San Diego Opera’s “Ascension,” featuring soprano Tasha Koontz, left, and mezzo-soprano Sarah-Nicole Carter, was featured at La Jolla Playhouse’s 2022 Without Walls Festival at Liberty Station.
(Edward Wilensky/San Diego Opera)

This is my second and final set of WOW show reviews from this year’s festival.

“Black Séance”: Amiable actor, singer, dancer magician and “spiritual medium” Nathan Nonhof hosted this fun new play-with-cocktails by writer-director Richard Allen and Nonhof, in collaboration with Blake McCarty and Blindspot Collective. The 90-minute play was set in a bar-like space decorated floor to ceiling with paintings and photographs of Black people and by Black artists. Between sleight-of-hand tricks and cocktail-mixing, Nonhof’s character, Francis Baker, was briefly “inhabited” by the spirits of many famous Black Americans, including James Baldwin, Maya Angelou, Eartha Kitt, Malcolm X, Madam C.J. Walker, Frederick Douglass, Bayard Rustin and comedian Redd Foxx. The entertaining show moved swiftly and fascinatingly in its blend of history, magic and mystical visitations. It would be fun to see this staged again soon in San Diego.

Nathan Nonhof plays a bartender, magician and mystic in “Black Séance” at La Jolla Playhouse’s 2022 Without Walls Festival.
(La Jolla Playhouse)

“The Frontera Project”: A collaboration between Tijuana Hace Teatro in Mexico and New Feet Productions in New York, this excellent hourlong, audience-interactive bilingual play is a collection of stories and songs performed by five actors who have spent much or all of their lives on the south side of the San Diego-Tijuana border.

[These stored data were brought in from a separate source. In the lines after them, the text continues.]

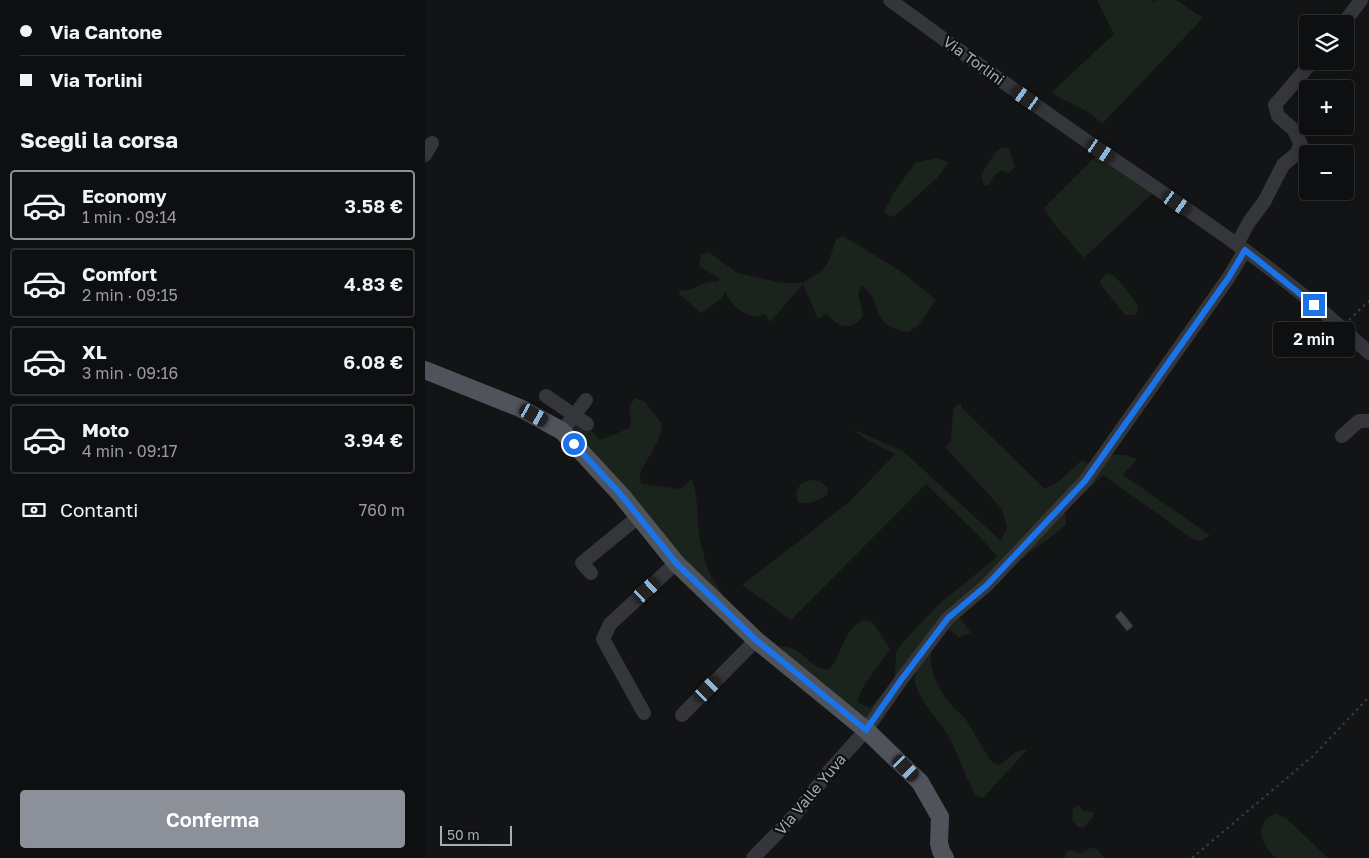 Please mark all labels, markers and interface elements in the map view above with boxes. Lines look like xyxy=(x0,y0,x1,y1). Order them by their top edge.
map controls xyxy=(1299,15,1354,200)
button: layers xyxy=(1299,15,1354,70)
text: Via Cantone xyxy=(50,20,162,43)
street label: Via Torlini xyxy=(940,32,1008,88)
text: Via Torlini xyxy=(50,68,142,91)
button: + xyxy=(1299,80,1354,135)
car xyxy=(1009,83,1042,113)
text: Scegli la corsa xyxy=(20,126,178,153)
car xyxy=(1084,136,1117,166)
button: − xyxy=(1299,145,1354,200)
icon: car xyxy=(22,183,67,228)
text: Economy xyxy=(82,184,167,207)
car xyxy=(1160,188,1193,218)
text: 3.58 € xyxy=(344,194,403,217)
text: 1 min · 09:14 xyxy=(82,207,177,227)
icon: car xyxy=(22,261,67,306)
text: Comfort xyxy=(82,262,157,285)
text: 4.83 € xyxy=(344,272,403,295)
text: 2 min · 09:15 xyxy=(82,285,178,305)
route end xyxy=(1303,294,1325,316)
callout: 2 min xyxy=(1273,322,1355,358)
text: 2 min xyxy=(1293,329,1335,349)
icon: car xyxy=(22,339,67,384)
text: XL xyxy=(82,340,107,363)
text: 6.08 € xyxy=(343,350,403,373)
text: 3 min · 09:16 xyxy=(82,363,178,383)
car xyxy=(517,401,550,429)
icon: car xyxy=(22,417,67,462)
text: Moto xyxy=(82,418,129,441)
text: 3.94 € xyxy=(344,428,403,451)
route start xyxy=(563,433,585,455)
text: 4 min · 09:17 xyxy=(82,441,178,461)
icon: cash xyxy=(20,496,48,524)
text: Contanti xyxy=(60,498,138,521)
text: 760 m xyxy=(359,500,405,520)
car xyxy=(630,574,663,606)
car xyxy=(692,673,723,705)
street label: Via Valle Yuva xyxy=(771,750,849,838)
car xyxy=(890,752,921,784)
button: Conferma xyxy=(20,790,405,848)
scale bar xyxy=(440,823,513,846)
text: 50 m xyxy=(447,826,480,843)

The script focuses on the actors’ cross-border lives, what they love about TJ, the challenges they face crossing the border each day for work or school, the misunderstandings people have about Mexico and its history and the hardships faced by immigrants and deportees seeking to enter (or re-enter) the U.S. Rather than dwell on politics, the feel-good show focuses on the interconnectedness of the Baja-California region and its people.

(Rich Soublet II)

“The Music Sounds Different To Me Now”: San Diego playwright-author Bill Wright’s poignant and well-written new play is the story of seven aging actors, singers and musicians reflecting on their glory days and sharing their hopes for their future. Think of it as “A Chorus Line” for the over-55 set, but without the singing and (only a little) dancing. Wright writes plays and books about the BIPOC and gay experience, so his “Music” script has a diverse mix of Black, White, gay and straight characters who are gathered for their annual friends reunion at a dance studio. Actors Jody Catlin, Rhys Green, Kim-Grier Martinez, Kimberly King, Portia Gregory, Andrew Oswald and Eddie Yaroch play well-defined characters confessing to each other about past loves, loss, favorite stage and movie roles, the racism and ageism they face and their passion for performing at any age.

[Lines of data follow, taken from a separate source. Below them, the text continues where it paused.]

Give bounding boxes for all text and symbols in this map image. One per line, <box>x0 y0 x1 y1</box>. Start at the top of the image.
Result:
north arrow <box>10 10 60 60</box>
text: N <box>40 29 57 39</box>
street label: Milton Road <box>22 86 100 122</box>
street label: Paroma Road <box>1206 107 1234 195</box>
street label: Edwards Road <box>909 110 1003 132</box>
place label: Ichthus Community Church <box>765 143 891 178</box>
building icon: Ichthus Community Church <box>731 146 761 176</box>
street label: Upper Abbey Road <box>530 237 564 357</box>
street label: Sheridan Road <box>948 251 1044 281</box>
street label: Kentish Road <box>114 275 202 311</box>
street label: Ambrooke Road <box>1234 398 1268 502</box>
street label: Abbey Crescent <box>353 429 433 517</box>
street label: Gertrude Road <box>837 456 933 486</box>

“A Thousand Ways (Part 3): An Assembly”: Closing the loop on a trio of interactive plays from New York’s 600 Highwayman that the Playhouse began presenting in February 2021, this final installment put 12 ticketholders in a room to jointly perform a series of actions prescribed on a tall stack of index cards. The first piece last year was a phone calls between two strangers who asked and answered questions from a recorded digital prompt. Part 2 was a silent interactive piece with two strangers wearing face masks on either side of a glass partition performing actions on index cards. Each was fun, quirky, intimate and an experiment in connection during pandemic times.